Esa guerra allanó el camino para la política antiislámica y antiinmigrante de la extrema derecha
que vemos hoy. Ese mismo engranaje alcanza ahora mucho más allá de los musulmanes. En
Georgia, fiscales han acusado a personas implicadas en protestas contra el centro de formación
de seguridad pública de Atlanta de terrorismo doméstico y otros delitos.
El FBI ha dirigido sus fuerzas antiterroristas contra organizadores de Black Lives Matter y
defensores del agua de Standing Rock.
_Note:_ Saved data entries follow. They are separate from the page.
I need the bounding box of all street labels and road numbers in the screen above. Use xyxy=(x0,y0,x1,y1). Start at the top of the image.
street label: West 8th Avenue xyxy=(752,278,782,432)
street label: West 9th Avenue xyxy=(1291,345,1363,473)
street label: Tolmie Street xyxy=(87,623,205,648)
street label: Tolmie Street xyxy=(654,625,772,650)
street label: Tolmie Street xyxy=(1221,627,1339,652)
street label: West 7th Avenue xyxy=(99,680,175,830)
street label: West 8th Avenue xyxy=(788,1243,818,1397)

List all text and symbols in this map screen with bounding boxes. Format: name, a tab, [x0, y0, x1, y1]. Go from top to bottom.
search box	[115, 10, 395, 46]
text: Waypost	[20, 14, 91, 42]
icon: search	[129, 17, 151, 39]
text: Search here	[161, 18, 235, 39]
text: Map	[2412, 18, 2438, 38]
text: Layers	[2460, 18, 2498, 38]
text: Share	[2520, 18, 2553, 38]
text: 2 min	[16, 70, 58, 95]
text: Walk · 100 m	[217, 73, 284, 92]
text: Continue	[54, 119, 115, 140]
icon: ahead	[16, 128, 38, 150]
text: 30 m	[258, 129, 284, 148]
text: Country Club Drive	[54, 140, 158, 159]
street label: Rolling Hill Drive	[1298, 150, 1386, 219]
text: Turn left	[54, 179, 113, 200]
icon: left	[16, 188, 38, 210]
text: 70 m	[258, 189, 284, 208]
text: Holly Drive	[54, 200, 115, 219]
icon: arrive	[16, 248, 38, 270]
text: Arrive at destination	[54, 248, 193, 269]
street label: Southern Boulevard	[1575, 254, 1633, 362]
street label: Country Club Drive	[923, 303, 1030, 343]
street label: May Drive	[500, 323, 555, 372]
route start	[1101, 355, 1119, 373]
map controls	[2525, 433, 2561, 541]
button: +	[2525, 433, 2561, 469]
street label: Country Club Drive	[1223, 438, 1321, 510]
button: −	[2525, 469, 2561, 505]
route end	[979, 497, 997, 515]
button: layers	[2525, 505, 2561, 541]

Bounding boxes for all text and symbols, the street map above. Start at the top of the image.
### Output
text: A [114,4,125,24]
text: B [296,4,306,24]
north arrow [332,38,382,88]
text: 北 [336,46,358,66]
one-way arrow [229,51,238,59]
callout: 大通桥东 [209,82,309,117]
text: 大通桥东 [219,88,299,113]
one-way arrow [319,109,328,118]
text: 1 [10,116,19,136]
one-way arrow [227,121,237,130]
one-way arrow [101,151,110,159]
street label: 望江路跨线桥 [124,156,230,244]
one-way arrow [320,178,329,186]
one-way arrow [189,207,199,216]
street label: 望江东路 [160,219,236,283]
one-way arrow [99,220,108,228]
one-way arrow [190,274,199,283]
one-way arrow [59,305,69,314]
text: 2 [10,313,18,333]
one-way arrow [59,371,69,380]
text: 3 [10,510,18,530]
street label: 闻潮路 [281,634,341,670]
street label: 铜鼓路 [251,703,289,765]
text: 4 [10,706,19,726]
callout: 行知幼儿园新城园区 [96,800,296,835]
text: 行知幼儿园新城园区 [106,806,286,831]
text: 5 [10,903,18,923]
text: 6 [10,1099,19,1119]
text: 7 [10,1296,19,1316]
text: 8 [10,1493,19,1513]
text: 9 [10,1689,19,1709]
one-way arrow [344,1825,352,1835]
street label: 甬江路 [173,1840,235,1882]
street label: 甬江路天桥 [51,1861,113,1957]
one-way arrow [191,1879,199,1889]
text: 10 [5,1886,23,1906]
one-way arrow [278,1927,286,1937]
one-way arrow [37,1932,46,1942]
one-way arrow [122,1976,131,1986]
En 2025, la administración Trump emitió directrices
ordenando a las agencias federales tratar a las redes activistas de izquierda y a los movimientos
de protesta como amenazas terroristas domésticas. En Gran Bretaña, el Gobierno proscribió a
Palestine Action como organización terrorista, y desde entonces se ha detenido y acusado a
personas por presunto apoyo al grupo. La disidencia misma se volvió sospechosa. La etiqueta
que primero me pusieron a mí, y a miles de musulmanes como yo, hoy se le pone a cualquiera a
quien el Estado decida que no quiere que hable. Veinticinco años después, el Gobierno
usamericano nunca ha llevado el caso del 11-S a un juicio justo.
Ni una sola persona ha sido jamás condenada en un juicio justo por los atentados que se usaron
para justificar todo lo que me sucedió. ¿Dónde están las voces, y dónde están los medios, que
reclaman justicia para los millones de víctimas en todo el mundo de la llamada guerra global
contra el terrorismo? ¿Dónde está el «Nunca olvidar, nunca perdonar» para ellas?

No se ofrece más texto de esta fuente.